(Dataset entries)
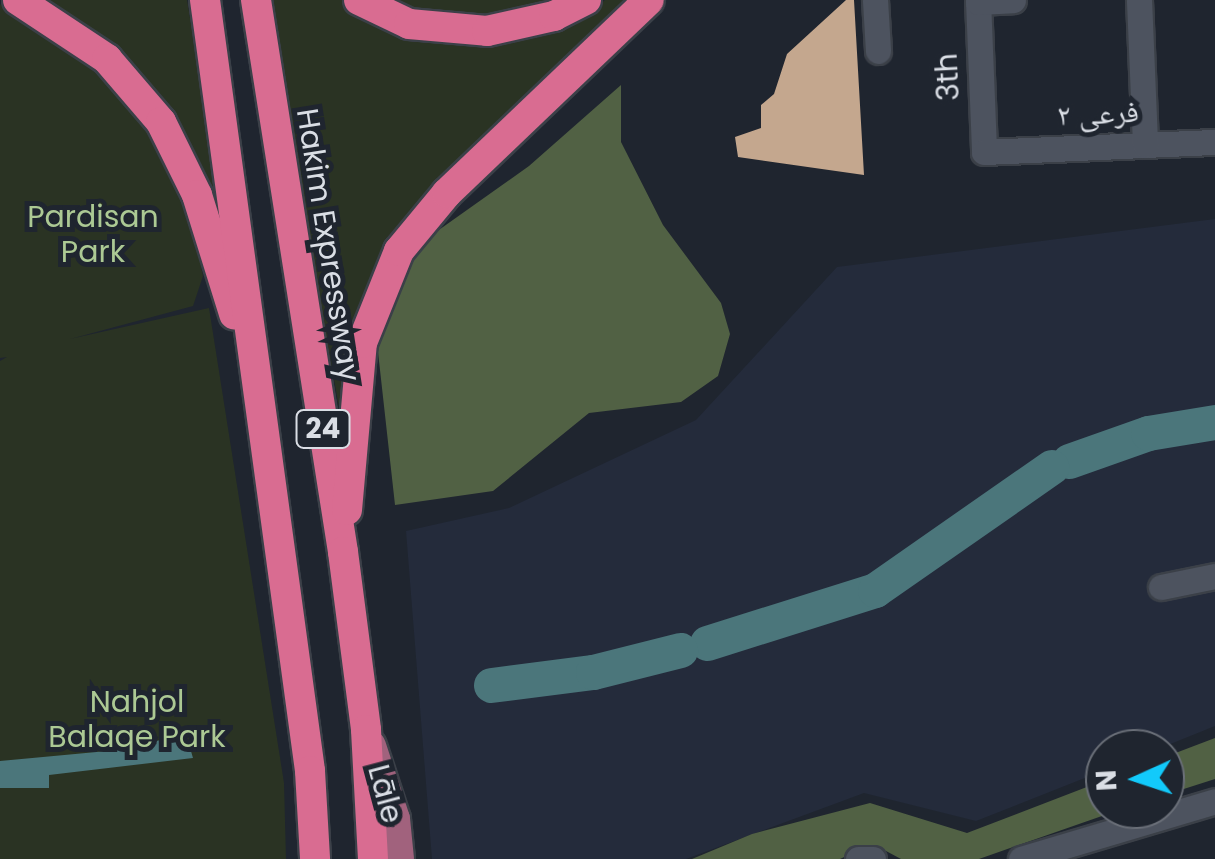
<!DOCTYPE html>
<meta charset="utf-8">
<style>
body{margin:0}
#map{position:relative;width:1215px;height:859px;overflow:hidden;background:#1f252f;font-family:Poppins,"Noto Naskh Arabic",sans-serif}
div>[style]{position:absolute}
.built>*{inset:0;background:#242b3b}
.green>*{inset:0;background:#2a3323}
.forest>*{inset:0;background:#516144}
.water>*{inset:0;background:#4b767b}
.river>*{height:35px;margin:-17.5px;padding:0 17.5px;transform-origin:17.5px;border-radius:17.5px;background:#4b767b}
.building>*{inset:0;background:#c4a78e}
.roads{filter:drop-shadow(2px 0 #3b4048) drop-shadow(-2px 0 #3b4048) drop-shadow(0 2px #3b4048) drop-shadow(0 -2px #3b4048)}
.minor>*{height:25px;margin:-12.5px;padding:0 12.5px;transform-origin:12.5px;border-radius:12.5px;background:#4d535f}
.major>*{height:30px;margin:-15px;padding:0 15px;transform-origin:15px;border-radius:15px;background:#a1627d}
.highway>*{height:30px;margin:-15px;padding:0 15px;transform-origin:15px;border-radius:15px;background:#d96c91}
span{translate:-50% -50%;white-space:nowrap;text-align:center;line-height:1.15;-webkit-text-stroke:10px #1f252f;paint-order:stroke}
.shield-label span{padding:2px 8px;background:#1f252f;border:2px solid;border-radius:8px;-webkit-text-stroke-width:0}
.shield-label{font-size:28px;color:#dadee5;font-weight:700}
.street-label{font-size:30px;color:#dadee5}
.park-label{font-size:30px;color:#acc994}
.north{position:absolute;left:1085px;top:729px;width:100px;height:100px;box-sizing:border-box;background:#1f252f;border:2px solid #6a6f78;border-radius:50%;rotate:267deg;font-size:28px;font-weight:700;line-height:40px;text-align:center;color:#dadee5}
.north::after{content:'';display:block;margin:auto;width:35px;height:45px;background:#12cafb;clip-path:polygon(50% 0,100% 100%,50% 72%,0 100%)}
</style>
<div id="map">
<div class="built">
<div style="clip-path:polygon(1215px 219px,1215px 726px,1158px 749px,1105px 749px,1105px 770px,976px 821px,864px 793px,686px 859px,432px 859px,406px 531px,509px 508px,696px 420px,837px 267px)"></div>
</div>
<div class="green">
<div style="clip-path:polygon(40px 0,187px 0,226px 235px,209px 200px)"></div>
<div style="clip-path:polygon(266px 0,342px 0,391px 27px,588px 13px,605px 0,636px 0,425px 202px,342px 424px)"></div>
<div style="clip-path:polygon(384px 0,563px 0,505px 18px,431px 17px)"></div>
<div style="clip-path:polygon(0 4px,114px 85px,152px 130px,193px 229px,203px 276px,193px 306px,70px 339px,209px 308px,284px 783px,286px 859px,0 859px,0 361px,7px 357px,0 358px)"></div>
</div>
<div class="forest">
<div style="clip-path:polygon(621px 85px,621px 142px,663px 225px,721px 303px,730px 334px,718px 376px,681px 402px,589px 413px,493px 491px,395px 505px,376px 334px,419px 244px,529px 166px)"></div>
<div style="clip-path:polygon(1215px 738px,1215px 779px,1165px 795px,1165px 757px)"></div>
<div style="clip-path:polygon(1105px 780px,1105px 809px,1122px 809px,979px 859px,901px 859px,886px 851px,859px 850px,840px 859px,692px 859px,752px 834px,870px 803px,967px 833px)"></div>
</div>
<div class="water">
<div style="clip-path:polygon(186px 734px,193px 758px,49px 775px,49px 788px,0 788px,0 761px,118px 750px)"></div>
</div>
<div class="river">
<div style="left:1069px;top:461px;width:84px;rotate:-19.5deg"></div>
<div style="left:1148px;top:433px;width:68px;rotate:-9.3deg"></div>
<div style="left:707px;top:643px;width:176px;rotate:-17.5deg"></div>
<div style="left:875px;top:590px;width:215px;rotate:-34.9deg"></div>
<div style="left:491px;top:685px;width:103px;rotate:-7.3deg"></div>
<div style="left:593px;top:672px;width:90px;rotate:-14.2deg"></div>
</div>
<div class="building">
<div style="clip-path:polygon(846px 0,854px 0,864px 175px,738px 157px,735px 137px,761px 128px,761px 105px,774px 94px,787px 54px)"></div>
</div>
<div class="roads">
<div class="minor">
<div style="left:875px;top:0;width:51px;rotate:86.6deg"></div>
<div style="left:978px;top:0;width:152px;rotate:87.7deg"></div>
<div style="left:984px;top:152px;width:231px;rotate:-2.5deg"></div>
<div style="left:1139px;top:0;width:145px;rotate:87.6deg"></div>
<div style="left:978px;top:2px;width:35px;rotate:-3deg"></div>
<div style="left:1161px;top:587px;width:55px;rotate:-11.5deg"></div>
<div style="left:858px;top:859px;width:15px"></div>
<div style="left:1021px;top:859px;width:202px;rotate:-16.6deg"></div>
</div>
<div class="major">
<div style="left:371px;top:746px;width:77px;rotate:71.8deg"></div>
<div style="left:395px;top:819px;width:40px;rotate:84.3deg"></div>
</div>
<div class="highway">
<div style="left:18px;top:0;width:107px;rotate:33.5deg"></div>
<div style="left:107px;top:59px;width:83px;rotate:49.4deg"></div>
<div style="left:161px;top:122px;width:81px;rotate:63.7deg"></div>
<div style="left:197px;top:195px;width:125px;rotate:72.7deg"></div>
<div style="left:205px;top:0;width:778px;rotate:82.24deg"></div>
<div style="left:310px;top:771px;width:88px;rotate:86.7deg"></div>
<div style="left:256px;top:0;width:559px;rotate:81.04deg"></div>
<div style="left:343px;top:552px;width:179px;rotate:82.6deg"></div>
<div style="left:366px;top:730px;width:129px;rotate:86.9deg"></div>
<div style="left:359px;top:0;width:55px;rotate:25.6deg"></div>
<div style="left:409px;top:24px;width:78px;rotate:5.1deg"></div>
<div style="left:487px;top:31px;width:69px;rotate:-12.6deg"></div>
<div style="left:554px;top:16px;width:36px;rotate:-27deg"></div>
<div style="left:347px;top:510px;width:168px;rotate:-84.9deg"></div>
<div style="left:362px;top:343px;width:99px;rotate:-68.1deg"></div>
<div style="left:399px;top:251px;width:75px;rotate:-50.4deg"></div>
<div style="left:447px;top:193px;width:279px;rotate:-43.7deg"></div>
</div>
</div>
<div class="shield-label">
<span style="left:323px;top:429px">24</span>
</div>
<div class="street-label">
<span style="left:948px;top:77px;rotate:-93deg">3th</span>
<span style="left:1098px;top:114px;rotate:-3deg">فرعی ۲</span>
<span style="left:328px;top:245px;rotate:81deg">Hakim Expressway</span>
<span style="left:385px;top:794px;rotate:75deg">Lāle</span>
</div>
<div class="park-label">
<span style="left:93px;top:234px">Pardisan<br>Park</span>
<span style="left:137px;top:719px">Nahjol<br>Balaqe Park</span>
</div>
<div class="north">N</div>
</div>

**Aim of the task:**
Where a line of the data includes the string "river", list that line.

**Answer section:**
.river>*{height:35px;margin:-17.5px;padding:0 17.5px;transform-origin:17.5px;border-radius:17.5px;background:#4b767b}
<div class="river">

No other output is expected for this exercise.